What is a herniated disc?
The intervertebral discs (IVDs) are cartilage cushions that sit in between the individual vertebrae of the spinal column. The IVDs provide shock absorption in the spine and help to act as stabilizers against impacts that we receive during walking, running or other athletic activity.
The disc is made up of two parts: An outer cartilage ring, called the annulus fibrosus, and an inner ring that is more fluid-like, called the nucleus pulposus. The annulus stabilizes the intervertebral joint, while the nucleus pulposus provides shock absorption.
The most common injury to the IVD is a herniation of the disc. Most commonly this involves a piece of the disc herniating, meaning the edge of the disc bulges beyond the alignment of the spinal column. Usually, this herniation is toward the back, into the spinal canal, which causes a variety of symptoms, including:
- Sharp low back pain
- Burning or tingling into the leg
- Weakness in the lower back or extremity.
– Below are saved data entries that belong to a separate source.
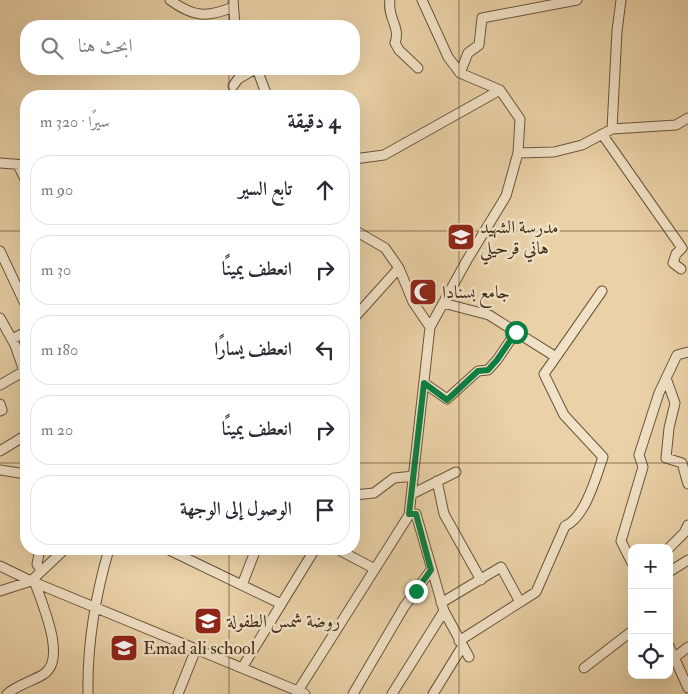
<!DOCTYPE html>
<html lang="ar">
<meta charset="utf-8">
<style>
:root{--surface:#fff;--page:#f2f2f3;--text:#2b2b33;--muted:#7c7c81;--line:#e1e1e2}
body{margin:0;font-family:"IM FELL Double Pica",Amiri,serif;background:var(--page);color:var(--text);direction:rtl}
.controls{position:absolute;right:15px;bottom:15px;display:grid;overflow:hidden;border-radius:10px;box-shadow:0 5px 20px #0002}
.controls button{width:45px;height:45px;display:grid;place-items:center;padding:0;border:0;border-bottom:1px solid var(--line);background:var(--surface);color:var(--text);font:25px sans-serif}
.stop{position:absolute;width:15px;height:15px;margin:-11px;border:4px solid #0b8043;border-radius:50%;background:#fff}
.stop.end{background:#0b8043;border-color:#fff;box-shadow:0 1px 5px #0008}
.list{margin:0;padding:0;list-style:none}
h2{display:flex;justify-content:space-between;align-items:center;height:65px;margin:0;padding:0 20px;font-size:21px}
h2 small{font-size:16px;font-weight:400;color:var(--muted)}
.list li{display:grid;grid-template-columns:32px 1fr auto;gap:15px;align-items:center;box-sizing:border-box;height:70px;margin:0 10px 10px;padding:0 10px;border:1px solid var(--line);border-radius:20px}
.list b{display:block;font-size:19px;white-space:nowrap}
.list em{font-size:16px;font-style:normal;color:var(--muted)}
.icon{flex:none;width:28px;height:28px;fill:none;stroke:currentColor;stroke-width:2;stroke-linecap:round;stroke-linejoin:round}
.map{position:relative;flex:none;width:688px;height:694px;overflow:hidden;direction:ltr}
.search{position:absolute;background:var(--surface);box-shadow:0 5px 20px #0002;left:20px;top:20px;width:340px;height:55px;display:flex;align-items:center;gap:12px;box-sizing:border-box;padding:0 18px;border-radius:20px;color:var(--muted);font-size:19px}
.panel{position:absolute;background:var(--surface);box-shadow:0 5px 20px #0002;left:20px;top:90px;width:340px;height:465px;border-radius:20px;direction:rtl}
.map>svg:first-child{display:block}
</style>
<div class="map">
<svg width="688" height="694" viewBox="0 0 688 694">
<rect width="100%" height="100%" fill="#ead1a7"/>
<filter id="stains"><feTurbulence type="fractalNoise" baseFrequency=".004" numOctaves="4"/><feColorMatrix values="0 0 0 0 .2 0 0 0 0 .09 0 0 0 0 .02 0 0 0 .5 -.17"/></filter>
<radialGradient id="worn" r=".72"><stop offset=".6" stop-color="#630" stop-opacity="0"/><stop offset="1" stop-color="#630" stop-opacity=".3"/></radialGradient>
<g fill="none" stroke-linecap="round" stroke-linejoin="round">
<defs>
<path id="minor" d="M170,0C193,17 207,18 233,7
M233,0L235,26
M390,0C387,18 401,27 395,43L399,50L418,68
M422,0L448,57L460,73
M257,69L267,96
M233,86L238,79L255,69
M612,129L617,31L621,0
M602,134L682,248L676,254L673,263L681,269
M518,153L554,152L582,145L612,129L676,125L688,118
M354,159L384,155L500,90
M0,163L26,165
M18,165L26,181
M354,230L385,248L399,268L413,302L430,327
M0,251L26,306
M443,303L489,315L556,357L602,291
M0,318L15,345L24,371
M354,318L399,268
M12,339L26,332
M666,378L675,403L669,428L666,458L682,463L688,484
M424,383L447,399L478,371L488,370L497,360L516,332
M0,385L26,370
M0,404L2,410L0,411
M0,451L26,435
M0,470L26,474
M437,481L444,514L481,580
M412,494L456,472
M354,495L374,493L394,478L414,476
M409,515L416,514L444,611L469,657
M669,548L684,533L688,525
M40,549L37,564L41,571
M167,549L281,604
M337,549L375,569
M632,563L621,541L643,467L639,455L659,393L677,355L688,352
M0,566L31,581L305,694
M669,572L688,560
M242,585L256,549
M0,591L31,581L65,549
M441,603L501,567L520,602
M459,641L536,592L565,526C585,518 596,477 603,457L564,415L544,374L556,357
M669,646L688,688
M674,658L688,647
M242,668L315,549
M584,668L632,631
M7,694C17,685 33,681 44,674C67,659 42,604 35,583
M88,694C87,644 95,597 109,549
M178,694L196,649
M296,694L409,515L430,327L467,260L506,196L518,153L520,119L500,90L460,73L468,53L479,45L482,18L577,0
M353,694L404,607L431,570
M392,694L444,611
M433,694L462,647"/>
</defs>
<use href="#minor" stroke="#6a553b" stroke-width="11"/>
<use href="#minor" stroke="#f1e1c6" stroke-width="9"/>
</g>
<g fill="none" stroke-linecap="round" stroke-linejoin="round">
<path stroke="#0b8043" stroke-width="6" d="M416,591L431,570L416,514H409L424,383L447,400L478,371L488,370L497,360L516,332"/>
</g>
<path fill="none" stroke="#3f2c17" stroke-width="1" stroke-opacity="0.55" d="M229,0V26M459,0V694M229,69V96M0,231H26M354,231H688M0,463H26M354,463H688M229,549V694"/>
<defs>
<symbol id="school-square" viewBox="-11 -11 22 22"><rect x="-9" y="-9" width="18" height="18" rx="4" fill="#8f2418" stroke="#f1e1c6"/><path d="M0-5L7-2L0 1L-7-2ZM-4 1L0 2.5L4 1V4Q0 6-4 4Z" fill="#fff"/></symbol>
<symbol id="mosque-square" viewBox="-11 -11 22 22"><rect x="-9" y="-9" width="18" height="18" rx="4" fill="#8f2418" stroke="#f1e1c6"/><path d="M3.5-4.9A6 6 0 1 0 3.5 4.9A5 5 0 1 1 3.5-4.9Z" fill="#fff"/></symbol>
</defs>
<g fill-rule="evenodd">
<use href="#school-square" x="445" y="221" width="32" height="32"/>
<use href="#mosque-square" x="407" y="276" width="32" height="32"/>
<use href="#school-square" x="192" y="605" width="32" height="32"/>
<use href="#school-square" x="108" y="632" width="32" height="32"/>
</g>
<g text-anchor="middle" stroke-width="5" stroke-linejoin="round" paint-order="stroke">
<g font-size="18" fill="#3f2c17" stroke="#f1e1c6" text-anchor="start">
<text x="480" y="233">مدرسة الشهيد<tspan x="480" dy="21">هاني قرحيلي</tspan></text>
<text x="442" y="298">جامع بسنادا</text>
<text x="227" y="627">روضة شمس الطفولة</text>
<text x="143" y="654">Emad ali school</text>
</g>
</g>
<rect width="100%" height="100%" filter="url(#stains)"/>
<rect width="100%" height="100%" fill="url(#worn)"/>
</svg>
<div class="controls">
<button>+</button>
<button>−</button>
<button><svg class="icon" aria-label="locate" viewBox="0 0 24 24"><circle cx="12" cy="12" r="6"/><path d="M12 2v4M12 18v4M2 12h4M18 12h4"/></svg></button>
</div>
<div class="stop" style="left:516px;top:332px"></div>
<div class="stop end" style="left:416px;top:591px"></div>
<div class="search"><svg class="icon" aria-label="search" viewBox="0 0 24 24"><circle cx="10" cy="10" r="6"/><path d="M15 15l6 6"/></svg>ابحث هنا</div>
<section class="panel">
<h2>4 دقيقة<small>سيرًا · 320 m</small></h2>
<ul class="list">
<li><svg class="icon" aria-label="ahead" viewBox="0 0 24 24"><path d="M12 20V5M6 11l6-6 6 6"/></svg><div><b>تابع السير</b></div><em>90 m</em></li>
<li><svg class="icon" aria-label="right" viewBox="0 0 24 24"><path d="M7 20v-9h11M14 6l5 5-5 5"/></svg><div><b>انعطف يمينًا</b></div><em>30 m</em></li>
<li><svg class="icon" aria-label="left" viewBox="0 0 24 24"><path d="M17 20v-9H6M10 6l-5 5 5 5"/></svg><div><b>انعطف يسارًا</b></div><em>180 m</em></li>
<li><svg class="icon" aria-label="right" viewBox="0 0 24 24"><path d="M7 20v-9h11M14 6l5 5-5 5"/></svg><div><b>انعطف يمينًا</b></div><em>20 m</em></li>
<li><svg class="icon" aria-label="arrive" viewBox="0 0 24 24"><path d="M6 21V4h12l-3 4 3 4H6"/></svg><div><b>الوصول إلى الوجهة</b></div></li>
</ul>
</section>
</div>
How do disc herniations occur?
Most commonly, disc herniations occur as the result of aging. The discs lose the water they’re made of overtime and will thin out or become compressed, creating the herniation. However, they can also occur acutely, most commonly due to repetitive compressive forces at the spine.
This is likely what occurred in Watt’s case. Defensive linemen are prone to facing repeated compressive force to the low back, as they attempt to resist 300-pound offensive linemen trying to push them back. This can cause excess amounts of extension on the spine, which results in high-impact shearing forces that can force a piece of the disc to protrude into the spinal canal.
How is J.J. Watt’s injury treated?
Usually, conservative treatment of rest, physical therapy and anti-inflammatory regimen is the first line of treatment for a disc herniation. The hope is that by calming down the inflammation and working on core stabilization, the disc herniation will not continue to put pressure on the spinal cord.
But in a case like Watt’s, surgery is an option, where the herniated piece of disc is removed, or a piece of bone called the lamina is removed to take pressure off the spinal cord. This is usually enough to relieve the pain, and that’s what the Texans attempted to do with Watt this summer.
Unfortunately, in instances where athletes attempt to continue competing after a disc herniation, the disc is vulnerable to re-injury. The herniation can recur or become worse with the right compressive force. In this instance, Watt will undergo another surgery, likely to clear out any further herniation or perform a removal of the lamina of the affected vertebrae.
However, even if he feels 100 percent after this, he’s still at risk to re-aggravate the injury due to the nature of his sport’s demands. The idea that Watt will be able to return to his All-Pro form is in serious doubt.